Les chèvres de ma mère

Durée de lecture : 4 minutes

10 février 2014 / Pascale Solana (Reporterre)

Les chèvres de ma mère. Un film de Sophie Audier


Dans les années 70, Maguie et son compagnon, jeunes urbains, sont venus s’installer dans la nature, sur un plateau d’altitude isolé, dans le hameau de Saint-Maymes (commune de Trégance, Var), près des gorges du Verdon. Près de quarante ans ont passé, Maguie chevrière-fromagère a retardé le moment de sa retraite, avec la prescience que la fin de son activité coïncidait avec la fin de l’ancestrale tradition d’élevage de la terre austère qui l’avait adoptée.

Les premières images du documentaire Les chèvres de ma mère montrent l’âpreté d’un métier qui use. Pour la bergère, le temps est venu de raccrocher. Justement, une citadine, Anne-Sophie, compagne du jeune voisin formé au centre d’agriculture de la région, est venue lui proposer de reprendre son troupeau. C’est ce processus de transmission, renoncement pour l’une, apprentissage pour l’autre, difficile pour les deux, que la réalisatrice Sophie Audier nous invite à suivre au fil de plusieurs saisons.

Ce film plein d’humanité et de réalisme ne laisse pas indifférent. Avec douceur, l’auteur s’attache à rendre compte de l’attachement d’une éleveuse à ses bêtes. Elle est préoccupée en permanence par leur bien-être, de l’accompagnement des naissances, la nuit ou au petit matin, aux choix des chevreaux dédiés à la boucherie.

« La pire saloperie qu’on vous fasse » leur lâche la chevrière. « J’ai besoin de sous, donc de lait pour faire les fromages ». Elle ne peut garder les petits. « Mes bêtes, je les tue moi-même, même si je dois me faire violence, je suis sûre qu’elle partent comme je le souhaite » explique t-elle à son apprentie Anne-Sophie pour qui cet acte final est impensable. « On ne peut pas déléguer quelque chose qu’on n’aime pas faire à un autre.

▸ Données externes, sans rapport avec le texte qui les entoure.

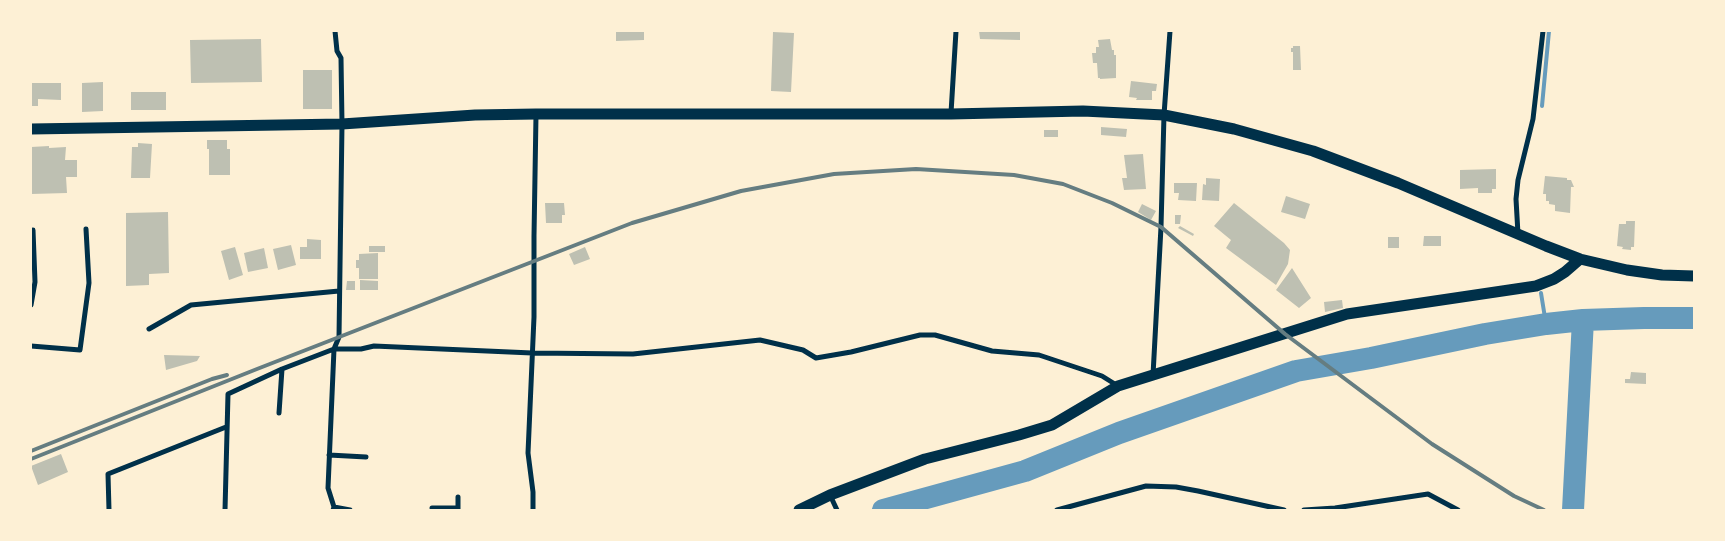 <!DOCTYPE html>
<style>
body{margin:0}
#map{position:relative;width:1725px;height:541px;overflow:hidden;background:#fdf0d5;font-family:"Varela Round",sans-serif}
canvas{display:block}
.frame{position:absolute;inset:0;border:32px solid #fdf0d5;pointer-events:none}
</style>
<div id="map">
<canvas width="1725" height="541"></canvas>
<div class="frame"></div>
</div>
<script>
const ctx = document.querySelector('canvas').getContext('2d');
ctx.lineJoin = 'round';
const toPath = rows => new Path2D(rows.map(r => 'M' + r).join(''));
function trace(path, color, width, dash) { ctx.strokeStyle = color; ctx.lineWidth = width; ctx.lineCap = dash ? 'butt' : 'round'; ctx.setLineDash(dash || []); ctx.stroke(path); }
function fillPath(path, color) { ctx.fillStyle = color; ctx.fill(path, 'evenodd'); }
trace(toPath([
 [1542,106,1549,31],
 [1541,293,1546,324]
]), '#669bbc', 4);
trace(toPath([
 [883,510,1025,471,1119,433,1296,371,1371,358,1485,334,1546,324,1583,320,1644,318,1694,318],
 [1573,510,1583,320]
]), '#669bbc', 22);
fillPath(toPath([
 [616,31,644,31,644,40,616,41],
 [979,31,1020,31,1020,40,980,39],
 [773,32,794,33,791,92,771,91],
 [261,39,262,82,191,83,190,40],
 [1110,39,1112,50,1114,50,1114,55,1116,55,1116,78,1100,79,1100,78,1098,78,1097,63,1093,63,1092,53,1096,53,1096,47,1099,47,1098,40],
 [1293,46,1300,46,1301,70,1293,70,1293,52,1291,52,1291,48,1293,48],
 [303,70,332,70,332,109,303,109],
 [1131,81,1157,84,1156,91,1152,91,1152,100,1136,100,1137,98,1129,97],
 [103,82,103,111,82,112,82,83],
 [31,83,61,83,61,100,38,99,38,106,31,106],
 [131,92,166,92,166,110,131,110],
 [1101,127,1127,129,1126,137,1101,135],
 [1044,130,1058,130,1058,137,1044,137],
 [207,140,227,140,227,149,230,149,230,175,209,175,209,149,207,149],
 [138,143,152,144,150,178,131,178,132,147,138,147],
 [49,146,49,148,66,147,65,160,77,160,77,177,66,177,67,193,31,194,31,147],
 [1143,154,1146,189,1124,190,1122,178,1127,178,1124,155],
 [1496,169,1496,189,1492,189,1492,193,1478,193,1478,188,1460,189,1460,170],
 [1545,176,1567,178,1567,180,1571,180,1574,187,1571,187,1570,213,1555,211,1555,205,1549,204,1549,201,1546,201,1546,194,1543,194],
 [1206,178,1220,179,1219,201,1202,200,1203,184,1206,185],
 [1174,183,1197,183,1196,201,1178,200,1179,193,1174,193],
 [1286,196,1310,204,1305,219,1281,212],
 [545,203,564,203,565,215,562,215,562,223,546,223],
 [1234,203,1284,243,1290,250,1288,264,1276,285,1226,248,1231,240,1214,226],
 [1142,204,1156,211,1151,220,1138,212],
 [168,212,169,273,149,274,149,285,126,286,126,213],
 [1175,215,1181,215,1180,224,1175,224],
 [1626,221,1635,221,1634,247,1631,247,1631,250,1622,249,1623,247,1617,246,1619,224,1626,224],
 [1180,226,1194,234,1193,236,1178,228],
 [1424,236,1441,236,1441,246,1423,246],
 [1388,237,1399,237,1399,248,1388,248],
 [307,239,321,240,321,259,300,259,300,247,307,247],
 [291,245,296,265,278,270,273,249],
 [369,246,385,246,385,252,369,252],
 [235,247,243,275,229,280,221,251],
 [585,247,590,259,574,265,569,254],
 [264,248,268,268,248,272,244,253],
 [378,253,378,279,359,279,359,268,356,268,356,260,359,260,359,254],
 [1292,268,1311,298,1299,308,1276,290],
 [360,280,378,281,378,290,360,290],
 [347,281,355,281,355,290,346,290],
 [1342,300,1343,308,1325,312,1324,302],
 [164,355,200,356,197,361,166,370],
 [1631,372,1646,373,1646,384,1625,383,1625,379,1630,379],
 [61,454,68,472,38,485,31,466]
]), '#bec0b2');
trace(toPath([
 [951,113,956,31],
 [1518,234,1516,199,1518,180,1533,119,1543,31],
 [31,305,35,282,33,230],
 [149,329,191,305,339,291],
 [31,346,80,350,89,283,86,229],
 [1153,375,1161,227,1164,115,1170,31],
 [279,413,282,369],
 [329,455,366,457],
 [830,495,837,510],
 [334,507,350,510],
 [432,508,458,508],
 [458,509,458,497],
 [109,510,108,474,226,427],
 [225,510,228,394,282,369,334,349,361,349,374,346,532,353,633,354,760,340,803,350,816,358,851,352,920,335,935,335,992,351,1039,355,1102,376,1118,386],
 [333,510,334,507,328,488,334,349,339,337,342,124,341,58,337,51,335,31],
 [533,510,533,492,528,453,534,317,534,236,536,115],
 [1057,510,1146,486,1176,487,1198,491,1284,510],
 [1304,510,1335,508,1428,494,1458,510]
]), '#003049', 5);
trace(toPath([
 [31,129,342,124,475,115,536,114,951,114,1083,111,1164,115,1234,129,1313,151,1398,183,1546,246,1580,259,1627,270,1662,275,1694,276],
 [799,510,830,495,925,459,1019,435,1052,425,1118,386,1347,314,1536,286,1554,279,1565,272,1580,259]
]), '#003049', 11);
trace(toPath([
 [31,451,212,379,227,375],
 [31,459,257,369,632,223,741,191,834,174,916,169,1014,175,1063,184,1112,203,1161,227,1285,334,1432,444,1514,496,1544,510]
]), '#657d81', 4);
</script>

Je suis sûre qu’ainsi elles partent comme je le souhaite. »

L’angle retenu par la réalisatrice pose aussi la question de la liberté d’un jeune agriculteur candidat à l’installation. Inexistante. A moins de rentrer dans les cases d’un plan d’exploitation pour obtenir sa dotation de 37 000 euros. Car il est « impossible de s’installer sans aide » explique Anne-Sophie qui n’a pas souhaité impliquer ses proches comme caution du projet : une trentaine de chèvres, la bergerie de Maguie remise aux normes, le laboratoire d’une douzaine de mètres carrés, et les faisselles. Le schéma agricole dans lequel se lance Anne-Sophie, forte de l’enseignement tout frais de l’école qu’elle vient d’acquérir, ne laisse plus de place à l’improvisation.

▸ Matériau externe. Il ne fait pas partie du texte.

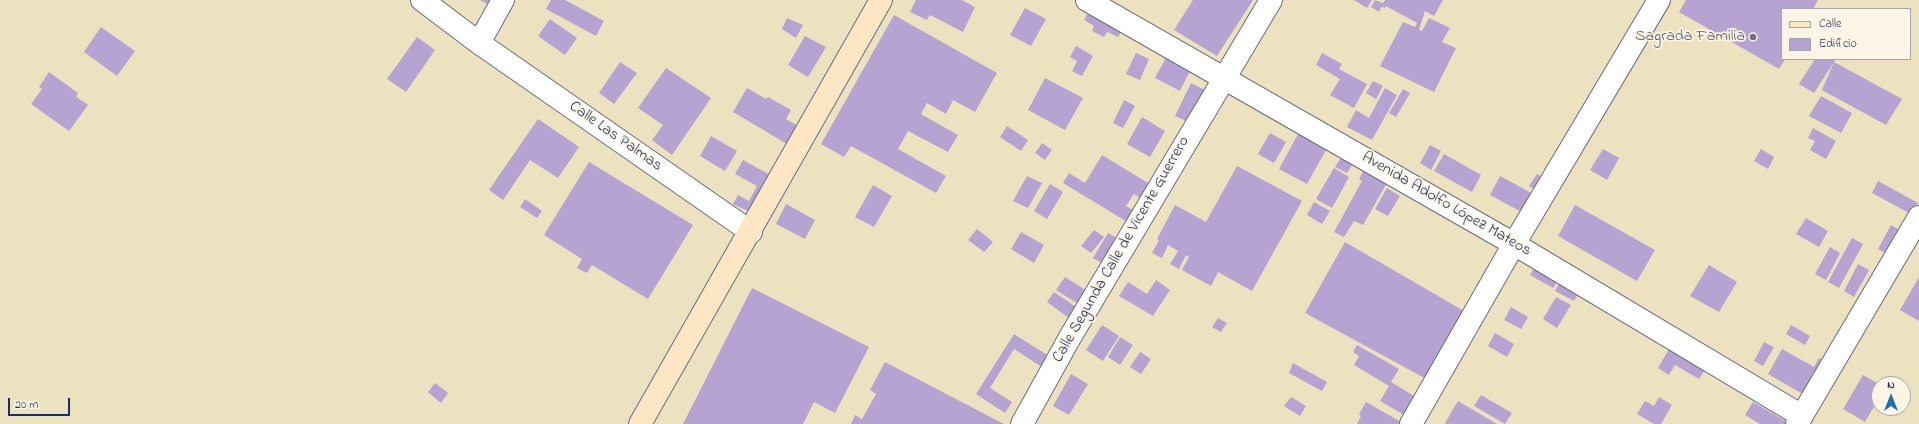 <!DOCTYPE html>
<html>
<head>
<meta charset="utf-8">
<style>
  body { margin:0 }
  #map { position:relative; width:1919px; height:424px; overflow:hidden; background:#ece2c0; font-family:"Indie Flower",sans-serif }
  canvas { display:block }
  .legend { position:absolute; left:1781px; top:8px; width:130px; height:52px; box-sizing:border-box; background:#fcf5e5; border:1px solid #a2a6af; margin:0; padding:5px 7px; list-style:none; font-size:12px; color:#1b2f5e }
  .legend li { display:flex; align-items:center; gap:8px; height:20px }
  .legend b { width:20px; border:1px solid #a2a6af }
  .north { position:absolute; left:1871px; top:376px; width:40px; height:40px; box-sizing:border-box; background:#fcf5e5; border:1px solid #a2a6af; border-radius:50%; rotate:0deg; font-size:11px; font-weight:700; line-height:16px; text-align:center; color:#1b2f5e }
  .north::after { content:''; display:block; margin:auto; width:14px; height:18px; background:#1f6fb2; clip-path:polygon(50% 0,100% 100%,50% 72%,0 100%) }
  .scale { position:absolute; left:8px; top:398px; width:62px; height:18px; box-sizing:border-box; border:2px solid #1b2f5e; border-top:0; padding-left:5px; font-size:12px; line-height:14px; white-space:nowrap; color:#1b2f5e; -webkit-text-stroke:3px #fcf5e5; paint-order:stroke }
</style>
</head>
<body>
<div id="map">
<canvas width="1919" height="424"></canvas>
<ul class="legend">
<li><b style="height:5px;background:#fce6c4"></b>Calle</li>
<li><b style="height:11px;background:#b7a3d2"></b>Edificio</li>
</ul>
<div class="north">N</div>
<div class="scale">20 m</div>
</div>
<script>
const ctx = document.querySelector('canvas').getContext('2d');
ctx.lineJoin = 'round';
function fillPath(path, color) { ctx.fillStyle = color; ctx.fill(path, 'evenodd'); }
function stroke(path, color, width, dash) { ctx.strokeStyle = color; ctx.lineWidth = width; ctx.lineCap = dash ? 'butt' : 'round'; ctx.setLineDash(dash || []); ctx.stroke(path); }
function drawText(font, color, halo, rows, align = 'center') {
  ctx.font = font + ' "Indie Flower",sans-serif'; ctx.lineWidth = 3.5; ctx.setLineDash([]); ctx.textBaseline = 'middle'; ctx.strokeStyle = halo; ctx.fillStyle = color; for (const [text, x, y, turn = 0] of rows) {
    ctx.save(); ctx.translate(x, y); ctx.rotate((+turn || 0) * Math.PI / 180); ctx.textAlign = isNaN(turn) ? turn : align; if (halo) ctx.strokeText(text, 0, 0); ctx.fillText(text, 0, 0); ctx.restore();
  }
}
fillPath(new Path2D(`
  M480,0H494L491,6Z
  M551,0H565L604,21L596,36L546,9Z
  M916,0H962L975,7L963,32L930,15L927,20L910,12Z
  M1193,0H1253L1217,56L1174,30Z
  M1354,0H1372L1367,8Z
  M1375,0L1383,3L1385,0H1443L1434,16L1425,11L1419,30L1422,31L1429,18L1450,28L1442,42L1456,48L1434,92L1380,66L1403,22L1415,27L1417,23L1386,6L1385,8L1381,7L1379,12L1371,7Z
  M1686,0H1818L1813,9H1782V59H1785L1779,69L1679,12Z
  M1092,5L1126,24L1118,37L1107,32L1104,37L1092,31L1094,26L1084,20Z
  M1025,8L1046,19L1031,46L1010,35Z
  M894,15L997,73L975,112L953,100L946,114L927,103L921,114L958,135L948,152L908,131L898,149L946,176L936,193L851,146L844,157L821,144Z
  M787,18L803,25L796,38L782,29Z
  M550,19L577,38L565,55L538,36Z
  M101,27L135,51L117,76L84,52Z
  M805,36L826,47L808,77L788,65Z
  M417,37L435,50L406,92L387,79Z
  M1076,46L1093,56L1082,76L1072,71L1077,61L1070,57Z
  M1169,52L1193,65L1180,91L1155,78Z
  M1136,53L1149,59L1140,80L1126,74Z
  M1322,53L1342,64L1339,69L1367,84L1354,108L1330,95L1340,79L1316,65Z
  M1815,59H1836L1814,93L1799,84Z
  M620,62L637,73L614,104L599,93Z
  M1834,62L1902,99L1886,125L1822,90Z
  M666,68L711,98L672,155L652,140L663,125L638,108Z
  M49,72L78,93L76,97L88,105L69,131L31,104L42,89L39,87Z
  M1045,78L1083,98L1065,130L1028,110Z
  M1373,81L1383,86L1376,99L1366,93Z
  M1191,83L1209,92L1193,124L1175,116Z
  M747,88L766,99L768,97L791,110L786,119L803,129L792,147L733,112Z
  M1385,88L1397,95L1372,140L1347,127L1356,110L1369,118Z
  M1403,89L1410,93L1396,117L1389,113Z
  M1821,96L1852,113L1841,133L1809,116Z
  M1124,100L1135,106L1123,128L1113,123Z
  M1142,117L1165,131L1150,157L1127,144Z
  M538,119L579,147L558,178L530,160L503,200L489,190Z
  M1007,126L1028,140L1021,151L1000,137Z
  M1813,128L1836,141L1826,159L1810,150L1815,141L1808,138Z
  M1270,133L1286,142L1274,163L1258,154Z
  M1298,134L1326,150L1307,184L1279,169Z
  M711,136L737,151L725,171L700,156Z
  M1042,143L1052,150L1045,160L1035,153Z
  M1430,145L1441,151L1431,170L1420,163Z
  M1603,149L1619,158L1607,180L1590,170Z
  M1761,149L1774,157L1768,169L1754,161Z
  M1444,154L1481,175L1472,192L1434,171Z
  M1102,155L1153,186L1144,201L1134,194L1126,206L1136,212L1129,223L1063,183L1069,173L1085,183Z
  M1342,156L1354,162L1347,173L1335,167Z
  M743,160L772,176L752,213L733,204L738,195L749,201L757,186L735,174Z
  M589,162L693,225L648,299L592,265L587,273L577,268L582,259L544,235Z
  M1237,166L1302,201L1252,291L1218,272L1211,286L1182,270L1189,257L1186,255L1179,269L1170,264L1178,251L1168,245L1162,258L1152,253L1159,240L1157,239L1175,205L1206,222Z
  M1334,168L1349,177L1332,208L1316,199Z
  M1365,168L1388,181L1363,225L1354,221L1344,237L1334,232L1362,181L1359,179Z
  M1537,174L1548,180L1541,193L1529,186Z
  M1027,176L1042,183L1028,208L1013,201Z
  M1500,176L1535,195L1525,214L1490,195Z
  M1878,181L1918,203L1911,214L1872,193Z
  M1050,184L1063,192L1047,219L1034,211Z
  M873,185L892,196L874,227L855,217Z
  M1387,188L1400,196L1388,216L1375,209Z
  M525,199L542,211L537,218L520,207Z
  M1314,202L1330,211L1322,224L1307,215Z
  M786,204L815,220L805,239L776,224Z
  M1575,205L1655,250L1637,281L1558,236Z
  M1806,218L1828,231L1819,247L1796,234Z
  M1891,225L1906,234L1893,257L1878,249Z
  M977,229L993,242L984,252L968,240Z
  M1094,230L1104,237L1091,253L1081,246Z
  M1021,232L1044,245L1034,263L1011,249Z
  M1108,233L1122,241L1107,266L1093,258Z
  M1852,238L1863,244L1839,288L1828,282Z
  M1345,242L1464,311L1428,380L1305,313Z
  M1830,247L1840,253L1826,280L1815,274Z
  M1537,263L1560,277L1553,288L1530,275Z
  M1858,264L1869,270L1854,297L1844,291Z
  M1709,265L1737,282L1719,312L1690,296Z
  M1065,277L1092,294L1083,307L1056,290Z
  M1919,277V321L1900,310Z
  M1156,280L1170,290L1153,316L1119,296L1128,282L1147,294Z
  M1561,280L1580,291L1574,301L1555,291Z
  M752,288L869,347L835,413L814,402L803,424H683Z
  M1054,292L1076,307L1069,318L1047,302Z
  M1556,297L1571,305L1557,328L1543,319Z
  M1511,307L1528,317L1521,329L1504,320Z
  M1218,318L1227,323L1221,332L1212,327Z
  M1102,325L1119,336L1103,361L1086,350Z
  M1791,325L1810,336L1805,345L1786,334Z
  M1495,333L1514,344L1507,357L1488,346Z
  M1014,334L1052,358L1045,369L1014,349L990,388L1012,402L1005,413L976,394Z
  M1120,337L1133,345L1120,365L1108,357Z
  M1764,342L1774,347L1763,366L1754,361Z
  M1672,344L1708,365L1699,379L1675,365L1669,375L1658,368Z
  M1357,345L1399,369L1391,382L1424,402L1413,420L1380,401L1389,386L1354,365L1359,356L1353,352Z
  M1782,349L1814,367L1819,358L1830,363L1808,397L1768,374Z
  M1140,352L1151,359L1141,374L1130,367Z
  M885,362L1004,424H851L855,415L862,419L876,394L870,390Z
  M1293,363L1327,382L1322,391L1289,373Z
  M1071,374L1088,384L1069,415L1053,406Z
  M1863,375L1879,384V398L1865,422L1843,409Z
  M435,383L448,393L441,403L428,392Z
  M1481,395L1512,413L1505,424L1474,406Z
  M1291,397L1306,406L1300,416L1284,406Z
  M1659,397L1672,405L1661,424H1654L1637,414L1645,401L1654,406Z
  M1458,401L1485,417L1497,424H1446L1445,423Z
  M1366,402L1401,422L1399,424H1357L1361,416L1359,414Z
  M1753,402L1789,423V424H1760L1745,415Z`), '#b7a3d2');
const street = new Path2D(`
  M422,0L479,43L751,232
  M1087,0L1514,244L1802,416
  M479,43L503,0
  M1022,424L1069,339L1271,0
  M1411,424L1514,244L1659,0
  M1797,424L1919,217`);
const secondary = new Path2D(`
  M640,424L881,0`);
stroke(street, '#646e80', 24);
stroke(secondary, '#646e80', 24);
stroke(street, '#fff', 22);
stroke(secondary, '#fce6c4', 22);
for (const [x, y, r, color] of [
  [1753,37,4,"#6b7280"]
]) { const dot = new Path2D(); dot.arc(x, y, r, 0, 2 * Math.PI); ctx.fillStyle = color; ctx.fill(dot); stroke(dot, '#fcf5e5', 1.5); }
drawText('16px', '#5b616d', '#fcf5e5', [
  ["Sagrada Familia",1745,37]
], 'right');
drawText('16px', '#1b2f5e', '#fcf5e5', [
  ["Calle Las Palmas",615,137,35],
  ["Avenida Adolfo López Mateos",1446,205,30],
  ["Calle Segunda Calle de Vicente Guerrero",1122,250,-60]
]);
</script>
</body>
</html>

Selon le prévisionnel d’installation validé par les experts de la chambre d’agriculture, avec trente chèvres, Anne-Sophie peut espérer 29 410 euros de revenus par an. Avec vingt chèvres, Maguie gagnait 11 000 euros. C’est peut-être à ce moment que le spectateur sent poindre la colère en lui.

En voyant Anne-Sophie se débattre pour un modeste prêt et une vie que l’on pressent dure. En voyant Maguie s’apercevoir qu’il lui manque encore quelques trimestres pour sa retraite. Une fois les chèvres vendues, cent euros la bête, pas moins car un troupeau, c’est le travail d’une vie de sélection, précise Maguie douloureusement, mais « contente de quitter le monde agricole », l’agricultrice touchera 630 euros brut par mois. La transmission des terres et la contractualisation est décidément compliquée à tous niveaux.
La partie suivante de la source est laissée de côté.